> _TASK OBJECTIVE_
Below are records; reproduce exactly the lines from the first through the one containing "1px #b69d89) drop-shadow(0".

> _EXTRACTED DATA_
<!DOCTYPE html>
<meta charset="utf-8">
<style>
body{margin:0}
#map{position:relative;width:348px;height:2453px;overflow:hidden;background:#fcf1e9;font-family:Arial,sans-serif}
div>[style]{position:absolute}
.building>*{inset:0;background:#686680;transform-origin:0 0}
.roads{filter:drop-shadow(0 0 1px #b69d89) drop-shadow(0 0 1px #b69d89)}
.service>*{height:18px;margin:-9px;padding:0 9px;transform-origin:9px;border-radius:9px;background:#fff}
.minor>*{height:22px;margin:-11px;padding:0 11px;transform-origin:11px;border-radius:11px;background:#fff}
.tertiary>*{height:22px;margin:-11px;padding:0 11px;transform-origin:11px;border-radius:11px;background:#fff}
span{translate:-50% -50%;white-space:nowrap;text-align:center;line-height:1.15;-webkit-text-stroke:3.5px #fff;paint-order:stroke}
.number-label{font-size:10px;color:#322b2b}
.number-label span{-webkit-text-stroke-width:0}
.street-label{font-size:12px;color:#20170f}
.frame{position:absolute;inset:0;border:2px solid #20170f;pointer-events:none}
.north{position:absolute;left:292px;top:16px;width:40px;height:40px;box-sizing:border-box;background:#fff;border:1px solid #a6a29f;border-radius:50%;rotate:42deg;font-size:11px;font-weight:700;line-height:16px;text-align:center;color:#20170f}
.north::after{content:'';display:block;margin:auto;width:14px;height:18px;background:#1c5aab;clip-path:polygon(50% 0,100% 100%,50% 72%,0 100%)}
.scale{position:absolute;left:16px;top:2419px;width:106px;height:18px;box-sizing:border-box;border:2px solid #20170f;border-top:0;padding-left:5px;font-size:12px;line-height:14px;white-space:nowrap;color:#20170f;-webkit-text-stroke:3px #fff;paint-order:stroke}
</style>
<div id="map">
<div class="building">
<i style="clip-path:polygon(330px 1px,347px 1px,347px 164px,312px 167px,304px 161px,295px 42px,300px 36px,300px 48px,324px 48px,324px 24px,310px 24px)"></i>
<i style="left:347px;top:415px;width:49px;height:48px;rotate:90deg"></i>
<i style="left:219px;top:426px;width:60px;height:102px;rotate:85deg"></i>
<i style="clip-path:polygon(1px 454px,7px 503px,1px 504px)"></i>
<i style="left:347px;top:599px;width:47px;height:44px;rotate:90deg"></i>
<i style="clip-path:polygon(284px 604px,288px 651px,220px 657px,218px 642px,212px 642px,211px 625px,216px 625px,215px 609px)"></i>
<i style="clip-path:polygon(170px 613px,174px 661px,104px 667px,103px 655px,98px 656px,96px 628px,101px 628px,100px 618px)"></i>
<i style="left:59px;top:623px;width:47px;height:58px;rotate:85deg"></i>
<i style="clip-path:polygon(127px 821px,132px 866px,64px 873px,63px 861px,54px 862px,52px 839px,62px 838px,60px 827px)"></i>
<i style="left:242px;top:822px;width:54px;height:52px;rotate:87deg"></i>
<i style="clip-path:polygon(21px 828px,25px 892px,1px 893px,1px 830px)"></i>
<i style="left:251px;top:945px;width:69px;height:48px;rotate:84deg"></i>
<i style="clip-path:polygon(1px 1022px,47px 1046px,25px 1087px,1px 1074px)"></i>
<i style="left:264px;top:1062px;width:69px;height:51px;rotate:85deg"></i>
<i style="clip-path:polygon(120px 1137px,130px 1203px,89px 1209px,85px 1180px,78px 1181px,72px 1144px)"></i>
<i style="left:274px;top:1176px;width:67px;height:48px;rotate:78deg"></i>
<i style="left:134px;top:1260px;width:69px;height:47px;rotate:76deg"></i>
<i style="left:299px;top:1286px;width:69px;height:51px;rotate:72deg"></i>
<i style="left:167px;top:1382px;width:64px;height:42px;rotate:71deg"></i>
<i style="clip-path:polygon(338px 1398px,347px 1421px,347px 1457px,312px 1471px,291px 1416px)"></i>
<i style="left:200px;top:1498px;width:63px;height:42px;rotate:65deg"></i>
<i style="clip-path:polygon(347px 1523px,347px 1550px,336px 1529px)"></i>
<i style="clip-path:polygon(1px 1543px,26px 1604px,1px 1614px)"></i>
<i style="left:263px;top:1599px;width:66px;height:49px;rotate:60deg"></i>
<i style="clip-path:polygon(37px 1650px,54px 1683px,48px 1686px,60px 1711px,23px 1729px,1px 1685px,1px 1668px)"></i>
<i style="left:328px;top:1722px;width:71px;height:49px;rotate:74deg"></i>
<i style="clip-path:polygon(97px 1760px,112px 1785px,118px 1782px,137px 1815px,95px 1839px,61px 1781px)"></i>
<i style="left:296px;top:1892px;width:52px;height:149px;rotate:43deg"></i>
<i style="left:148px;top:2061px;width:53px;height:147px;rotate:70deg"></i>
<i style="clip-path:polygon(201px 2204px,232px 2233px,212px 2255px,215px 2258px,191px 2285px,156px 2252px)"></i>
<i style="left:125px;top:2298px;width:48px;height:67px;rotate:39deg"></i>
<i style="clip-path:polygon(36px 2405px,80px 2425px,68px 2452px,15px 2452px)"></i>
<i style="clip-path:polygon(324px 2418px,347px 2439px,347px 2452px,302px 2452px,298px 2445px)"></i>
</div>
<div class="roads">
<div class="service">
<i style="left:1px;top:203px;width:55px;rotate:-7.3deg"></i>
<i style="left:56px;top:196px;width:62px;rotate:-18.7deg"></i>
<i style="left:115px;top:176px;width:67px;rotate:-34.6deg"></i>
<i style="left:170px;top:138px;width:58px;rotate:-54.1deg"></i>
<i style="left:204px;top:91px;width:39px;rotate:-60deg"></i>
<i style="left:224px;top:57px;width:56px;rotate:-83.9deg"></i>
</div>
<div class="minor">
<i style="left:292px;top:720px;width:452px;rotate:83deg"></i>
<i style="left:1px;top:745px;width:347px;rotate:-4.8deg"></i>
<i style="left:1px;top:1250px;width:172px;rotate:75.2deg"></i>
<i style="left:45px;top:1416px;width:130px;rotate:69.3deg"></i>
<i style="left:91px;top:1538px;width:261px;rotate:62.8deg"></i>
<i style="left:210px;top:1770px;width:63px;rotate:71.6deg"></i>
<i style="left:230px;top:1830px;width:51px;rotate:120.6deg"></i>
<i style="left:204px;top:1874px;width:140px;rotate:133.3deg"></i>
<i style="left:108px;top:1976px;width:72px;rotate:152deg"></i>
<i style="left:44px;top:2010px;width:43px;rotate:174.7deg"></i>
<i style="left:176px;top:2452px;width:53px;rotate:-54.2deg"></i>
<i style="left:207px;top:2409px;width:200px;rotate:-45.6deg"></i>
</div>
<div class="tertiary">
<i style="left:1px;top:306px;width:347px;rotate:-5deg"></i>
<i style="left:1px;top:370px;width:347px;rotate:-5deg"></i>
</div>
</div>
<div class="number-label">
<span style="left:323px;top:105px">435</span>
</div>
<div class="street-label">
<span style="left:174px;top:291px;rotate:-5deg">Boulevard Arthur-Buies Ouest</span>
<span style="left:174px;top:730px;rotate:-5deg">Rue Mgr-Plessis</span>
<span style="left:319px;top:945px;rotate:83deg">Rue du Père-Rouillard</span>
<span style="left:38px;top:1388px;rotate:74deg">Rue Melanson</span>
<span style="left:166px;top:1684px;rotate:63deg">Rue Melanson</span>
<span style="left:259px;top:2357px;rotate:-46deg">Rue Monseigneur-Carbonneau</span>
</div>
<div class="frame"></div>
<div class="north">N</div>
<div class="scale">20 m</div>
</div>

> _OUTPUT OF THE EXERCISE_
<!DOCTYPE html>
<meta charset="utf-8">
<style>
body{margin:0}
#map{position:relative;width:348px;height:2453px;overflow:hidden;background:#fcf1e9;font-family:Arial,sans-serif}
div>[style]{position:absolute}
.building>*{inset:0;background:#686680;transform-origin:0 0}
.roads{filter:drop-shadow(0 0 1px #b69d89) drop-shadow(0 0 1px #b69d89)}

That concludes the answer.